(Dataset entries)
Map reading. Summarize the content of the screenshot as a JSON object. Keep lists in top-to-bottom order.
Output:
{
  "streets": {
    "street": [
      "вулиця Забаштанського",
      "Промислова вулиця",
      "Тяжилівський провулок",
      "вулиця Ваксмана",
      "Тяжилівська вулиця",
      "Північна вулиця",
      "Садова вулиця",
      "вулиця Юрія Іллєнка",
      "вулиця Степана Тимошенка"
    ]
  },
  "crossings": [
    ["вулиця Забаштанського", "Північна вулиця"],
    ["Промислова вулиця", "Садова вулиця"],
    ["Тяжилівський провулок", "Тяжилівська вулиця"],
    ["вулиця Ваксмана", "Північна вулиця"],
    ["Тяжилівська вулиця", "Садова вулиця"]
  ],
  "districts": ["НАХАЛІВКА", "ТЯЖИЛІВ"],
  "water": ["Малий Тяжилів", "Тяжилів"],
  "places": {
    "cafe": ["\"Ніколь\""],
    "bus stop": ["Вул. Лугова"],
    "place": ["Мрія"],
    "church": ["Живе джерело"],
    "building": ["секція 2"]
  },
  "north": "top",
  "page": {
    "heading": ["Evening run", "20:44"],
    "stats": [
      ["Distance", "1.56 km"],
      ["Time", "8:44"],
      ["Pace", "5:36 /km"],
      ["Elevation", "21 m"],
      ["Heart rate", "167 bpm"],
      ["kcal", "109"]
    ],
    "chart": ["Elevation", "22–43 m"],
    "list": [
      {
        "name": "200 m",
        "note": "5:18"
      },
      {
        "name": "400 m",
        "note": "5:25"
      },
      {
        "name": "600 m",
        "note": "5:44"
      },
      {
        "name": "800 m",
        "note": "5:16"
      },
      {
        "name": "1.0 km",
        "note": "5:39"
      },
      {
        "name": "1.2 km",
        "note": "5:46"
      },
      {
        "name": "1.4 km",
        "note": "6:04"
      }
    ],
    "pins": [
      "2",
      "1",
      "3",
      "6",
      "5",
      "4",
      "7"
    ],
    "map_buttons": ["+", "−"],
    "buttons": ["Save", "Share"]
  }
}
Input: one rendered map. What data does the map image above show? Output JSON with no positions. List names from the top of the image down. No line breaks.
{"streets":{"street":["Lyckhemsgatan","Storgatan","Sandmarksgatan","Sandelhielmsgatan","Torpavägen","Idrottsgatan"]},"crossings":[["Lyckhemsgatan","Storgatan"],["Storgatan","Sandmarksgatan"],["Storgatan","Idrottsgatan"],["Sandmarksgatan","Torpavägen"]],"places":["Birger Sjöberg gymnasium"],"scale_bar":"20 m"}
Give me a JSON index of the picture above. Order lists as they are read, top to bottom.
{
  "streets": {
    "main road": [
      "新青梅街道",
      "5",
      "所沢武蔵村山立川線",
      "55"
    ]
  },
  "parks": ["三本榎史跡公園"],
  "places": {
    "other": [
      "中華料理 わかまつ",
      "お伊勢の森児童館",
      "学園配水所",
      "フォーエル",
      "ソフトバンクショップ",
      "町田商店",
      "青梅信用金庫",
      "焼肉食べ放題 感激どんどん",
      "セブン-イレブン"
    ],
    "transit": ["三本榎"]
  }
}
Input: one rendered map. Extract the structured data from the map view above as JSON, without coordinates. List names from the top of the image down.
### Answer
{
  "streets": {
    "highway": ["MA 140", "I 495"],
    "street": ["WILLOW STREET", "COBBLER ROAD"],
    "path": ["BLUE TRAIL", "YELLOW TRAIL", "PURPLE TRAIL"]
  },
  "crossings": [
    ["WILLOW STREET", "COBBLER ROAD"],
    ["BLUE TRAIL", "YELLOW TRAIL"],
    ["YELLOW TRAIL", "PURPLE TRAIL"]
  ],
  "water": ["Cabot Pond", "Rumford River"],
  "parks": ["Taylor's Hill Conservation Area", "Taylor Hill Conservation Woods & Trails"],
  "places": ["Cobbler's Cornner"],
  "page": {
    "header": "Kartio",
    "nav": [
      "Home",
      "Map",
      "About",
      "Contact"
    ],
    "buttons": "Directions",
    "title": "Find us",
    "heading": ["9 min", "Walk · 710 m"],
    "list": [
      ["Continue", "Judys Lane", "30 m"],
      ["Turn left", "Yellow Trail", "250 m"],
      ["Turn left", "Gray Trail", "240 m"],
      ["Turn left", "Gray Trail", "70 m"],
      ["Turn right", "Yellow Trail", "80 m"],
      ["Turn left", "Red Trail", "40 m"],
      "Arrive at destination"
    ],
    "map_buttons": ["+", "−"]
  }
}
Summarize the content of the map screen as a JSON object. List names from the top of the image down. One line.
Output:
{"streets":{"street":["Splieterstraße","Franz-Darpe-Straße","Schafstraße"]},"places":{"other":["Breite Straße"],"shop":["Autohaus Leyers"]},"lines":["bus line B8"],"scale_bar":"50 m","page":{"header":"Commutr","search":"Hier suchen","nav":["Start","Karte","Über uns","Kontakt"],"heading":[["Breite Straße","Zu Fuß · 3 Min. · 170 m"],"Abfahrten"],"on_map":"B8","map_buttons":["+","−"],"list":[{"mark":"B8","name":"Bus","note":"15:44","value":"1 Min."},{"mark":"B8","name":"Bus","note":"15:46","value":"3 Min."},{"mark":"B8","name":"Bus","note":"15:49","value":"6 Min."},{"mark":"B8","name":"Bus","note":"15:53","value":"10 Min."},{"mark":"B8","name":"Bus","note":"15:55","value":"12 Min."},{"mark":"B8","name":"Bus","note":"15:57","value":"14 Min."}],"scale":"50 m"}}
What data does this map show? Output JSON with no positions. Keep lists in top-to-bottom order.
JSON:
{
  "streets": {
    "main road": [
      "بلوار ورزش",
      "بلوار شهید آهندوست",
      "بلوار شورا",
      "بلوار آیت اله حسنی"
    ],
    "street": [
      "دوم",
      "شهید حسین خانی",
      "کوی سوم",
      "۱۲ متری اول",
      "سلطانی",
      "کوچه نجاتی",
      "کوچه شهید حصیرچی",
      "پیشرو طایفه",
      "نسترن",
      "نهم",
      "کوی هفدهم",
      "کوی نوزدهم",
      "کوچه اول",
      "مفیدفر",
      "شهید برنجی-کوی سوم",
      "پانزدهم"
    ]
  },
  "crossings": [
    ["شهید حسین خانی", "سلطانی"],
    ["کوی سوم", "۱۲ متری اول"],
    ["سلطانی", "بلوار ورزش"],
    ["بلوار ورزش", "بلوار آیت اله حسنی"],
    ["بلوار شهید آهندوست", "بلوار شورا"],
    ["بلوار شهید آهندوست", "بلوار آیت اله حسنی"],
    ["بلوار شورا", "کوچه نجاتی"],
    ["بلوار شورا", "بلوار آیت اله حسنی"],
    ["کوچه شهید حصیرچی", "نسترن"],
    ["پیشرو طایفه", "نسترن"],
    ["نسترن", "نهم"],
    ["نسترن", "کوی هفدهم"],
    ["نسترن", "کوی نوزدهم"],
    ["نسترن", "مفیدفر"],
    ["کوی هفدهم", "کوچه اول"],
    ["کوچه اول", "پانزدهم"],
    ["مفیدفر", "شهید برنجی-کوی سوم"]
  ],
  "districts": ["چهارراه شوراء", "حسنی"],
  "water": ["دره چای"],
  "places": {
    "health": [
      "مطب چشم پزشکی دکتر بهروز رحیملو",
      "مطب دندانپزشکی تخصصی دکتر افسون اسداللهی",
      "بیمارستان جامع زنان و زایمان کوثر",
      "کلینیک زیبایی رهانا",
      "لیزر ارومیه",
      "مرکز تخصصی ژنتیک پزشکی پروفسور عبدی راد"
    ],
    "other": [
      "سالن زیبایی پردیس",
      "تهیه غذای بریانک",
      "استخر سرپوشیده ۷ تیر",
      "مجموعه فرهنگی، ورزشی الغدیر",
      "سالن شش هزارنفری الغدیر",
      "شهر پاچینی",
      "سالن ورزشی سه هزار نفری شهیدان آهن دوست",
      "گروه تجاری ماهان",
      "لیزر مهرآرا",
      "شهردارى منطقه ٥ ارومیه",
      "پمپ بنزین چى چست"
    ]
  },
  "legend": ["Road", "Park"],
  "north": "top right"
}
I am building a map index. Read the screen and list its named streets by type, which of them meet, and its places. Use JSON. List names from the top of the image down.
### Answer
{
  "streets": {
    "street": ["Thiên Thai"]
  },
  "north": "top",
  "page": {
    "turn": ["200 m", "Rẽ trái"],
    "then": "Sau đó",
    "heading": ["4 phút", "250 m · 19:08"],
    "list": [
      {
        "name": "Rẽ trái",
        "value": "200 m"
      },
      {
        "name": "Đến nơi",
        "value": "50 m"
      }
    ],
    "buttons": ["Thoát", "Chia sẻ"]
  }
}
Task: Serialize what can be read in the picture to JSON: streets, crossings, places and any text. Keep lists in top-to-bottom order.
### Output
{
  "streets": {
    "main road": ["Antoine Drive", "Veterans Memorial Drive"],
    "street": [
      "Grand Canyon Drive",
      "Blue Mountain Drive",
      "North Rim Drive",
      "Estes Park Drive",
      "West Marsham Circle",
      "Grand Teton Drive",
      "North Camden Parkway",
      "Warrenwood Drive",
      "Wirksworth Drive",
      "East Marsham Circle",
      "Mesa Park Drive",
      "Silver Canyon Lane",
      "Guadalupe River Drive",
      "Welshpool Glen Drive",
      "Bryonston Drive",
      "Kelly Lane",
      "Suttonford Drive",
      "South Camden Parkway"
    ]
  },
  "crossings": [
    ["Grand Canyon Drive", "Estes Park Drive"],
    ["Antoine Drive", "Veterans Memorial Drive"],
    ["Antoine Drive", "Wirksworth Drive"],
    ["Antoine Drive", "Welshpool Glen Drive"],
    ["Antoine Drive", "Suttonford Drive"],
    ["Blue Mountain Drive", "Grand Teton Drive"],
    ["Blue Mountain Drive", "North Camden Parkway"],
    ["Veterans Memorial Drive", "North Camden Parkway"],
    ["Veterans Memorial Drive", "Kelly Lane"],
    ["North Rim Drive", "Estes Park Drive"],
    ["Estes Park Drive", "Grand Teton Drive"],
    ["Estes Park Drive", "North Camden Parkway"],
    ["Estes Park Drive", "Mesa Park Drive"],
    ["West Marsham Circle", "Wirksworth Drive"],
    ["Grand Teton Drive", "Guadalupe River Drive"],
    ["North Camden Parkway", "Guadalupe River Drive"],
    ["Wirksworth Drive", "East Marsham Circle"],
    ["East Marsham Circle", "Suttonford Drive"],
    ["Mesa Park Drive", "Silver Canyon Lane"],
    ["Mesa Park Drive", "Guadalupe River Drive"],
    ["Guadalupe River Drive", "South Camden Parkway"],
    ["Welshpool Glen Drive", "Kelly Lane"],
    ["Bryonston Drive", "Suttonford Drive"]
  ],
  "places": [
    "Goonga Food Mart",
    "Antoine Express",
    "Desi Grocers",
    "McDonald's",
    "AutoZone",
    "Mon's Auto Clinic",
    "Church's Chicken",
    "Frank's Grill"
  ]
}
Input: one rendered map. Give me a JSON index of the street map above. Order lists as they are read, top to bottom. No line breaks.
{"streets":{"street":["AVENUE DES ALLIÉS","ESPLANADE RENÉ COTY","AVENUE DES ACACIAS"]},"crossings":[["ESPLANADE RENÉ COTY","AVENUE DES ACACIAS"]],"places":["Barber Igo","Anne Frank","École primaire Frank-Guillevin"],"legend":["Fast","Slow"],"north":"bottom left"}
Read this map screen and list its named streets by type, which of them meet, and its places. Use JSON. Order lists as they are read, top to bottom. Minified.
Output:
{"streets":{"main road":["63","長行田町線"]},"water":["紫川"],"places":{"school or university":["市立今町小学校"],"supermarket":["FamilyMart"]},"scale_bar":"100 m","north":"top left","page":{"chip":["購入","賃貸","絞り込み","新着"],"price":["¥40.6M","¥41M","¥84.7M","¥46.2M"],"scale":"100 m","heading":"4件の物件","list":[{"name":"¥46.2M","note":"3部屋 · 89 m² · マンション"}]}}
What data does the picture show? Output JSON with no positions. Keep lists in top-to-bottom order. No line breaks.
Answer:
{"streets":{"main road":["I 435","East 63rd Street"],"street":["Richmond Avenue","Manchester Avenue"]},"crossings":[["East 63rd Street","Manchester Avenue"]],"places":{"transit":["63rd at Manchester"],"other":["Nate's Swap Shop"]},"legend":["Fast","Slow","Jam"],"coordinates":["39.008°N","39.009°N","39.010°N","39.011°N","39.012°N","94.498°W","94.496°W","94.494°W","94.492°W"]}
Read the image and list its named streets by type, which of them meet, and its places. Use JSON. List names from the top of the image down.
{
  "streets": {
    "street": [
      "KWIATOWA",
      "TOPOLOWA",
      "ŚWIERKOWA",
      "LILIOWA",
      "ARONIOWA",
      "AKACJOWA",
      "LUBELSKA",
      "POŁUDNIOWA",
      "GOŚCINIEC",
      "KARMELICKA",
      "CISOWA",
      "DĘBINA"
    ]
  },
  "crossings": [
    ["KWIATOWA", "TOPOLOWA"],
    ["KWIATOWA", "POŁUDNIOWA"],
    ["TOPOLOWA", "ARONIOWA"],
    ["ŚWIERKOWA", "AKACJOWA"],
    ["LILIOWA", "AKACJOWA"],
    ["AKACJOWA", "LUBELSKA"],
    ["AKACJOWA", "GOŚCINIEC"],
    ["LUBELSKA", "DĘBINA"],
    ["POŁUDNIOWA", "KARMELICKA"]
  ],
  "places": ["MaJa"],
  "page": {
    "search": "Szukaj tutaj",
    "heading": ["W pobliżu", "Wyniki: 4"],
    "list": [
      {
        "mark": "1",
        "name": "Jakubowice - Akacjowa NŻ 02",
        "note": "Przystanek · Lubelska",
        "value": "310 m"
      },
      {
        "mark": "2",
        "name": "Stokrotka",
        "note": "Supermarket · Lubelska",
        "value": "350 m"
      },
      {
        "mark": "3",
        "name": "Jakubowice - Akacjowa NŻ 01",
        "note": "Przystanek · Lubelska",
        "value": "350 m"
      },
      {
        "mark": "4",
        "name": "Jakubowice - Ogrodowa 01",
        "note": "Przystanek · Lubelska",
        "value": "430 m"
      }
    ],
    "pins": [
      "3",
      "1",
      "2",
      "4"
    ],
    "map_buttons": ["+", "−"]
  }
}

(Problem requirements) Go through the records above and return each line in which the word "West" occurs.

(Solution to this task)
      "West Marsham Circle",
    ["West Marsham Circle", "Wirksworth Drive"],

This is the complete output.